Jane gave her heroines much happier lives than the one fate had provided her. Although two of her brothers inherited large estates, and two others rose to high ranks in the British Navy, Jane and her family lived lives restricted by lack of money. Ashton shows us Jane, Cassandra and their mother, after Parson Austen dies, struggling for ways and means — where should they live, what can they hope for the future, who will marry either daughter now? It turns out, neither Cassandra nor Jane wanted to marry — the death of Cassandra’s fiancé is well known; Ashton posits a similar experience for Jane.
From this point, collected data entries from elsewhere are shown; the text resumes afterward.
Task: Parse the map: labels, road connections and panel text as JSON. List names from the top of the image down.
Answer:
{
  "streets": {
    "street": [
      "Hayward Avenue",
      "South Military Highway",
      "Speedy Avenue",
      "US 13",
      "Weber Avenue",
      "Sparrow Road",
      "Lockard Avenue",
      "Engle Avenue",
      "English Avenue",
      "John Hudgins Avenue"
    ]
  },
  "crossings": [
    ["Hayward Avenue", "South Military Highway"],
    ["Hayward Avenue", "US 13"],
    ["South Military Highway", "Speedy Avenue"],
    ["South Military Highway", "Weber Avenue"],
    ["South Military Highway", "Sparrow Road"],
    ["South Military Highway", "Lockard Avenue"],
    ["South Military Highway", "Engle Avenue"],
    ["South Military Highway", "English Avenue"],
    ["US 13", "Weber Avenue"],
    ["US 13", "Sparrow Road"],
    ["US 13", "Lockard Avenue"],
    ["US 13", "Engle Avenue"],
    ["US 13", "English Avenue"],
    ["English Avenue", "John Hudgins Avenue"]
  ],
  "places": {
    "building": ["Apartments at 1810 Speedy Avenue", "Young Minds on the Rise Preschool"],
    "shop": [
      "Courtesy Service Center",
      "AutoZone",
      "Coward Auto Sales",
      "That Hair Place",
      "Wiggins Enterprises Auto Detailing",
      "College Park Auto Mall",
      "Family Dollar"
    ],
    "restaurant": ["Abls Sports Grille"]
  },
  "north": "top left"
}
We know about Jane and Tom Lefroy, and we know that some years later Jane accepted another man and then a day later changed her mind (much as Fanny Price does with Henry Crawford). But Ashton provides a third suitor, one who dies mysteriously before the family can learn of an understanding between the two.
Cassy’s and Jane’s disappointments are so like Jane’s temporary loss of Bingley, and Elinor’s temporary loss of Edward Ferrars. Except that Bingley and Ferrars don’t die — they come back, and everyone lives happily ever after. (The joys of being a novelist including being able to right the wrongs of the world.)
It takes a certain nerve to novelize the life of a beloved author. Janeites can be prickly arbiters of fact — see reactions to Becoming Jane (here and here) for instance. Ashton may play with Jane’s inspirations, but she’s true to the flavor of Jane’s life. The genteel poverty, the fears for brothers in the armed services and other relatives facing financial ruin, the reliance on letters for news, the walking, the heat of summer and cold of winter, the pain of illness — these all are in Ashton’s novel and make me admire Jane even more for her ability to create worlds in which behaving well despite adversity is the greatest achievement.
Happy discoveries like this one keep me returning to libraries. May your own library visits be frequent and equally fruitful!